Now that their times together always included driving around, it only made sense for them to stop and get a bite somewhere. People-watching next to Bill as they dined al fresco, Taylor lying contentedly at her feet, was her favorite new thing. From one of Napa’s many outdoor restaurants, she could observe her new environment without feeling obliged to interact with any of the fancy people up here, and risk saying the wrong thing in the wrong way.
On Friday evening, as they sat eating clams, Sake noticed Bill eyeing something—or someone—over her shoulder. The café tables jutted into the sidewalk, making it impossible for passersby to go unnoticed. He put down his fork, wiped his mouth with his napkin, and looked up.
“Sylvia,” Bill said. Sake looked over her shoulder to see a woman with heavy dark brows, long wavy hair parted in the middle, and a straight, if melancholy, smile.
“Hi, Bill, how are you?” Her voice was soft and breathy.

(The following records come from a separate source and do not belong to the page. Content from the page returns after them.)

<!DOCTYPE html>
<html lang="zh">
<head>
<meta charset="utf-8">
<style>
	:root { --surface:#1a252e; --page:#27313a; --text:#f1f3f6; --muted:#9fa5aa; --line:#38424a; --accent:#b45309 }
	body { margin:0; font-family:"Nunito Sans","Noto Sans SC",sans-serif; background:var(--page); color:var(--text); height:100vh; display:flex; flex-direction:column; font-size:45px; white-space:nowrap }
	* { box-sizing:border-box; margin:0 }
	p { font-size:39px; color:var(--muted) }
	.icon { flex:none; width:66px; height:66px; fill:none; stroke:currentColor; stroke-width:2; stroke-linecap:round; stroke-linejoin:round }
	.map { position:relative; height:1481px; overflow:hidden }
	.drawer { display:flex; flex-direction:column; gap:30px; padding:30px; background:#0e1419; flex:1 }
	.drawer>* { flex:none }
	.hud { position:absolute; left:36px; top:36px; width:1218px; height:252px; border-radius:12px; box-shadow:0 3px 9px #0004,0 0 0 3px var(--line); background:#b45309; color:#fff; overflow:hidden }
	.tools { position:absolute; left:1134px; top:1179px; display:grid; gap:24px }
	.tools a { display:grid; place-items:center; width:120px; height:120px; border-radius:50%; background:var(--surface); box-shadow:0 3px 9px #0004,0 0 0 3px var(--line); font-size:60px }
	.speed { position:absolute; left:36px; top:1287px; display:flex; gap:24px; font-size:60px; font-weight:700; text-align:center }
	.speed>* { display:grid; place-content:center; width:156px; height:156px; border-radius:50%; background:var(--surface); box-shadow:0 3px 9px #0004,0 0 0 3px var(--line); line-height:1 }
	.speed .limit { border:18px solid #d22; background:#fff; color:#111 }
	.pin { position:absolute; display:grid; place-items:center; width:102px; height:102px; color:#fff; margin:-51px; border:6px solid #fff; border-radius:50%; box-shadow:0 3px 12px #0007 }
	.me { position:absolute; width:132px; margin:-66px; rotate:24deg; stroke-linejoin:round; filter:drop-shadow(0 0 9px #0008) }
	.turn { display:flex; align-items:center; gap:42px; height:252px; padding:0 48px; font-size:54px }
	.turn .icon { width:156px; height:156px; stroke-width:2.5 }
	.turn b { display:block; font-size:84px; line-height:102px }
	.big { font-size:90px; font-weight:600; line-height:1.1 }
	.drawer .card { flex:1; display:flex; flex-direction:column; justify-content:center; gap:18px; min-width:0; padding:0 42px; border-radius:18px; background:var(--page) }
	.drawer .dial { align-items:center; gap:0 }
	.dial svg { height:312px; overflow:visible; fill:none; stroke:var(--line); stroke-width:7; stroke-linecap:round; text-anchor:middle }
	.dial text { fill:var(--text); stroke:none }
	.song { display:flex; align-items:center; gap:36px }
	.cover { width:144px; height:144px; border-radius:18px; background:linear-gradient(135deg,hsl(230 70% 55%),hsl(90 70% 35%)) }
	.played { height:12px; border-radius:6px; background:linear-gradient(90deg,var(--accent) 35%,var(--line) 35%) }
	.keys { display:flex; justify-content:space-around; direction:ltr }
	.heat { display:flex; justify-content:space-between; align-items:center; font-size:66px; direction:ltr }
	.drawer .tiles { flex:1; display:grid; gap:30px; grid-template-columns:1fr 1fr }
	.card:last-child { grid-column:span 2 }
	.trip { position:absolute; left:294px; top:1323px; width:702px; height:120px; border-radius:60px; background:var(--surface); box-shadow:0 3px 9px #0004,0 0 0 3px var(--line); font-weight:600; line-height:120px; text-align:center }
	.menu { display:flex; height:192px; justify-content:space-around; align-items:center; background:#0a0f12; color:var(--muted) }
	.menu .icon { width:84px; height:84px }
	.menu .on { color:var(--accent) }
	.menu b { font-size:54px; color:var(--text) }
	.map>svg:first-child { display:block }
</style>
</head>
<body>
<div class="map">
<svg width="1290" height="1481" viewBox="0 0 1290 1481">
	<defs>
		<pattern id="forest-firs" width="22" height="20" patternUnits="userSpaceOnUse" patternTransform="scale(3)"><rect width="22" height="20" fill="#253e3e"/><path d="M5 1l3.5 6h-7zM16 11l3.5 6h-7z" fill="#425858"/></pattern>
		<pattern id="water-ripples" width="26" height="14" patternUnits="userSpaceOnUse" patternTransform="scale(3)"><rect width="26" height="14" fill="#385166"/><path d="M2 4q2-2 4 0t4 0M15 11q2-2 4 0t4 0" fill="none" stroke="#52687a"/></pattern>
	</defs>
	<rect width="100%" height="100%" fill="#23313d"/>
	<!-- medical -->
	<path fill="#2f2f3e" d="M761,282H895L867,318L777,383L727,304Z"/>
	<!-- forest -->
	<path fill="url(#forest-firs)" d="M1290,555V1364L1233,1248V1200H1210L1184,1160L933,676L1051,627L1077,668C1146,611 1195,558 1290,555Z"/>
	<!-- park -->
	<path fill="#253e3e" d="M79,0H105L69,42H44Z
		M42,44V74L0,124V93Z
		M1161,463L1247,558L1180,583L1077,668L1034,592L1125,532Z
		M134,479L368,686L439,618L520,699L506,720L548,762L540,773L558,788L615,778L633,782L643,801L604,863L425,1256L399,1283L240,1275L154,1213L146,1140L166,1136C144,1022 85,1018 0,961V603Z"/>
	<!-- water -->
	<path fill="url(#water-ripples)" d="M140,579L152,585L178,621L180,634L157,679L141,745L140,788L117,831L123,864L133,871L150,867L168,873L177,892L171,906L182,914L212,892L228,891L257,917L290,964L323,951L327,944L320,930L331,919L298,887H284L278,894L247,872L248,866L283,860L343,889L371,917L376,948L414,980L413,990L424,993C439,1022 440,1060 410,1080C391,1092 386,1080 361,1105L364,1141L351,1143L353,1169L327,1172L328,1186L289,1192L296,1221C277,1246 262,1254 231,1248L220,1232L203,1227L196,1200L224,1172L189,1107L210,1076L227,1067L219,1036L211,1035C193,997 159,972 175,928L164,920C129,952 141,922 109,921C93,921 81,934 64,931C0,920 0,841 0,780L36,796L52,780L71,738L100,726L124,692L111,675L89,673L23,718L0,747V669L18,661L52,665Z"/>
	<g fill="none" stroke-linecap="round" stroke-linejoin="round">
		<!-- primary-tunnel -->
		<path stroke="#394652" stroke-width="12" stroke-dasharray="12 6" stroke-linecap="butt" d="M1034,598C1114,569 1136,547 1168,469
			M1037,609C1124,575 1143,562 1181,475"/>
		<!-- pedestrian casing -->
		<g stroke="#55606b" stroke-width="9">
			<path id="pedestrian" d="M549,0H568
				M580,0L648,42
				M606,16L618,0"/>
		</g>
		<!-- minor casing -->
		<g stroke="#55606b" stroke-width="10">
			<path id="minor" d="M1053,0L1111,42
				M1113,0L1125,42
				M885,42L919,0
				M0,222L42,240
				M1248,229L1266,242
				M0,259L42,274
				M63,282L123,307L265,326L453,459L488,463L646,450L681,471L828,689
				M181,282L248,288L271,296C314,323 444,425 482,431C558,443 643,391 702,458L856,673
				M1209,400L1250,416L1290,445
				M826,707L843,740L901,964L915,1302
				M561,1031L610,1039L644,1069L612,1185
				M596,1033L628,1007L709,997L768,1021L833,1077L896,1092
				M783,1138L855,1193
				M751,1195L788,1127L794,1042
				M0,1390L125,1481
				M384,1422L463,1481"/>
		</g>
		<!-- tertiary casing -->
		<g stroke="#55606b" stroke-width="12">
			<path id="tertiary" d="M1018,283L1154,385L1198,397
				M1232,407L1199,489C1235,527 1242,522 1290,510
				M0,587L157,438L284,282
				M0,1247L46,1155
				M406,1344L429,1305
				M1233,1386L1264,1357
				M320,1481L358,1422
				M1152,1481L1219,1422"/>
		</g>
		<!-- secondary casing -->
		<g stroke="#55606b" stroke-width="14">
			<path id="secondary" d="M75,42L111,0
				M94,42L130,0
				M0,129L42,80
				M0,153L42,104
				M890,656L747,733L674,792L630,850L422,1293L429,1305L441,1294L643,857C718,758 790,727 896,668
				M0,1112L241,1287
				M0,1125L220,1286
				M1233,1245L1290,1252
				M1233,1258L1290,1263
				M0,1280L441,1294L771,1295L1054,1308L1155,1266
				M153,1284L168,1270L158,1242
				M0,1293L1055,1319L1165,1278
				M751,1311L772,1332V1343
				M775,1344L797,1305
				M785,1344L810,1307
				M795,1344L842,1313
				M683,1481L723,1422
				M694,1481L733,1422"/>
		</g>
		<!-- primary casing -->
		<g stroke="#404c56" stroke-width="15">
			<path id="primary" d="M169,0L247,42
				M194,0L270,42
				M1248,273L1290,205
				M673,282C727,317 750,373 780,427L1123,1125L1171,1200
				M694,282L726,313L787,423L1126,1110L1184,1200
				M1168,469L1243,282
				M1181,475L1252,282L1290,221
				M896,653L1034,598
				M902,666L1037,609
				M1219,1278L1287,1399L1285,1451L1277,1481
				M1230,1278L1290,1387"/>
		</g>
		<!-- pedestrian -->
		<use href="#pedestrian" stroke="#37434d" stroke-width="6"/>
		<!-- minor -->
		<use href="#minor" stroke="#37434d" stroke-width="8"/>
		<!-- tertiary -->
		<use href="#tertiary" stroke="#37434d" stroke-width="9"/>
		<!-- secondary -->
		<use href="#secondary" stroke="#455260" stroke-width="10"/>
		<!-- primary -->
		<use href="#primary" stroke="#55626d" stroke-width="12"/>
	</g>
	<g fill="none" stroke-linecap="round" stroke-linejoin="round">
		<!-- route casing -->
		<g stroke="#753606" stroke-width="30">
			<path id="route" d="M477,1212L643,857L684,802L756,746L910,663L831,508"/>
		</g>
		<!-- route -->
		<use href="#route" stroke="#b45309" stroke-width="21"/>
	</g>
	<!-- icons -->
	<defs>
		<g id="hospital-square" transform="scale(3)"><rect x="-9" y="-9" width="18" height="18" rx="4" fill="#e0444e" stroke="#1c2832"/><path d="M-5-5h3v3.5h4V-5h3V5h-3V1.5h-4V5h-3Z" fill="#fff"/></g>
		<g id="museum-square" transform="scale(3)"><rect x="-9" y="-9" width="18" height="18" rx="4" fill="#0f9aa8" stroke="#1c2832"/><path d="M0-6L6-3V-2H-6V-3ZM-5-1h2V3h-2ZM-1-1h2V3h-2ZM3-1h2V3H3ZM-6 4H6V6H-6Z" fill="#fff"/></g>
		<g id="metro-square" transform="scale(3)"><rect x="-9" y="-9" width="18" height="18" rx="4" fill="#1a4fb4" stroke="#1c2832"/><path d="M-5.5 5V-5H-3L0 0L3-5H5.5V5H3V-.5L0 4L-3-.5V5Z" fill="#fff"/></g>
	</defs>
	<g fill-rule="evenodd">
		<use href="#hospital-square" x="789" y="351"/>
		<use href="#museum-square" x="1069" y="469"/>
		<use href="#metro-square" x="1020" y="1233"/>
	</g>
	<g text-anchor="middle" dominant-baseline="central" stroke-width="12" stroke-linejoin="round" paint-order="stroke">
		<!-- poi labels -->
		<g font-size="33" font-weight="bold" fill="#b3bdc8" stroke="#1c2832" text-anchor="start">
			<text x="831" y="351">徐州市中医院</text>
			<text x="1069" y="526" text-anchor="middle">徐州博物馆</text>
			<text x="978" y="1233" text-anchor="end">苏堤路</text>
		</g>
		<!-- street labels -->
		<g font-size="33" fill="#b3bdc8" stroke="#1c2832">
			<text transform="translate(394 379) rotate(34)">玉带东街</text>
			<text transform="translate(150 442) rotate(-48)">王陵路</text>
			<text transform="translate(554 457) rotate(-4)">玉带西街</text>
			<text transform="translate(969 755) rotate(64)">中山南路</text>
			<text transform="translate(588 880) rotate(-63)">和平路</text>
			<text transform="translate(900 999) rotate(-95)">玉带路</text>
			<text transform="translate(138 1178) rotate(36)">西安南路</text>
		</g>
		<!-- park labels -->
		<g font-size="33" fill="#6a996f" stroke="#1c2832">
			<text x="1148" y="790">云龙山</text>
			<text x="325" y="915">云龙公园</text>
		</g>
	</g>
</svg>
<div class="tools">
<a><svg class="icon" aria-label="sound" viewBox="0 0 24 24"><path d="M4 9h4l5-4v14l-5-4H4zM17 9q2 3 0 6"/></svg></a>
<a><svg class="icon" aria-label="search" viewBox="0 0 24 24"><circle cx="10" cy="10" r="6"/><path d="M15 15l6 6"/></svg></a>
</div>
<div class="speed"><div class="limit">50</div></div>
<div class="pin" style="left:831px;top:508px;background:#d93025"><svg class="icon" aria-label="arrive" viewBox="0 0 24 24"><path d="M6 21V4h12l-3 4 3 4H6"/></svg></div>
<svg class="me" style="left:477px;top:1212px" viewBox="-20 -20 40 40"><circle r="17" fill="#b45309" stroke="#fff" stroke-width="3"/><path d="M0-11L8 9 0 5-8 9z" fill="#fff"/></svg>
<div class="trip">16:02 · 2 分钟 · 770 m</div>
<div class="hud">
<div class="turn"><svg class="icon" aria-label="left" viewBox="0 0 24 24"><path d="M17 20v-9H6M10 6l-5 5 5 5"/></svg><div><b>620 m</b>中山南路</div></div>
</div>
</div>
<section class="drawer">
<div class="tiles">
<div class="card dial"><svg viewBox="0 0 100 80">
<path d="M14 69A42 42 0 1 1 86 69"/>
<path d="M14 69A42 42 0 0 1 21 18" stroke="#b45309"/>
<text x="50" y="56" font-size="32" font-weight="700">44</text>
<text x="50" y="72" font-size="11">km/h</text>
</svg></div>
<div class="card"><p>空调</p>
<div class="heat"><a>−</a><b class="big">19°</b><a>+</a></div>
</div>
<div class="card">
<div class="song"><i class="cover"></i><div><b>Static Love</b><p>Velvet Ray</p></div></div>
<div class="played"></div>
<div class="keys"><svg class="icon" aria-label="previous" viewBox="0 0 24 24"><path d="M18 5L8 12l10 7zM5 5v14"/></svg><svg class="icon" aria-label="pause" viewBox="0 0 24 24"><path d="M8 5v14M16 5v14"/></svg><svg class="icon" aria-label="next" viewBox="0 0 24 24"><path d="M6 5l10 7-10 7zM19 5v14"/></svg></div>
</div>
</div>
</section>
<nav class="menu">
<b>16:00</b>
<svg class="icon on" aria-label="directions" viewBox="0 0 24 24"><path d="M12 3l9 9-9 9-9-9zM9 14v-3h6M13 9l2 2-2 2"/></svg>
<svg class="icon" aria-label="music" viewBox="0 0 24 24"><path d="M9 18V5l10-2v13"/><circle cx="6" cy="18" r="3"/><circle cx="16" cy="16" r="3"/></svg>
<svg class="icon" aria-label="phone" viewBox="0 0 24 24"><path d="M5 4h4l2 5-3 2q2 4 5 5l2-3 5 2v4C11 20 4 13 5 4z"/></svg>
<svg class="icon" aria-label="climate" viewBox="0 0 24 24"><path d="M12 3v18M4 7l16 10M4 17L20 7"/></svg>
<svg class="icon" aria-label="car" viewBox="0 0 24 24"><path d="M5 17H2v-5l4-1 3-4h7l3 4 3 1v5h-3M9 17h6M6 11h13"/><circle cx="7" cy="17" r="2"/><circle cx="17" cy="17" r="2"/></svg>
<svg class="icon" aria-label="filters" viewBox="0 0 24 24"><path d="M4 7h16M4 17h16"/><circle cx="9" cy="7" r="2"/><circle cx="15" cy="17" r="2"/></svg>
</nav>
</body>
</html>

Bill stood up, ever the gentleman, and gave her a hug. “Fine. You?”
“Great!” she said with forced enthusiasm. “Pete Junior’s playing JV next fall.”
“Chip off the old block.”
“Yeah . . .” With curiosity, the woman looked down at where Sake sat.
“Oh, pardon me. This is Sake.”
A glint of recognition—and was that jealousy?—swept over her features. “Sake St. Pierre?”
Sake smiled. “Nice to meet you,” she heard herself mumble.
It was hard for two women to hide hate at first sight.
“Well, better scoot. . . . Call me sometime.” She kissed Bill’s cheek before flouncing off, giving Sake the view of her hips swishing from side to side that Bill had been treated to moments earlier.
“Who was that?”
Bill resumed eating. “Sylvia Goldsmith. Er, Johnson, now. Or was, until she got divorced,” he said, not looking up from his plate. “Not sure which name she’s going by these days.”
He wasn’t going to get away with acting like nothing momentous had happened. Sake circled her fork in the air. “And?”
Nonchalant, he chewed his mouthful of salad. “And what?”
“Seriously? ‘Better scoot.... Call me sometime,’ ” Sake aped, with a flip of her hair. “What happened between you two?”
He sipped his beer. “It was over between us years ago.”
“What? What was over?”
Resigned, he set the bottle down. “I grew up with Sylvia. We dated all through high school. Our families just assumed we would go the whole happily-ever-after route. That is, until the morning of prom, when I came down with a bad case of the flu. Sylvia already had the dress and all, and after hours of handwringing and a tearful apology, she made the brave decision to go to the dance by herself, with my blessing. Fine with me. Done and done, right?”
“Then what happened?”
“Then August rolls around, and I’m as shocked as the rest of the school when Sylvia announces she’s no longer going to college in the fall. Turns out she got knocked up at the after-prom party by Petey Johnson. From the football team.”
“Nuh-uh.”
“You think she cried about the prom?” Bill buttered a chunk of bread and let his knife clatter to his plate. “That was nothing.”
“She regretted it.”
“She couldn’t say she was sorry enough. But that didn’t stop her from marrying the guy.”
“But now she’s divorced, you said.”
“Just this summer.”
Sake was dying to ask him how he knew that, but that wouldn’t be cool.
She couldn’t stop thinking about Sylvia Goldsmith Johnson though, even after Bill took her home. Why should she care if Bill called Sylvia? What had gotten into her? It was ridiculous, when she’d probably never see him again after September first . . . after her world was set to rights.
Only she wasn’t sure exactly what “right” looked like anymore.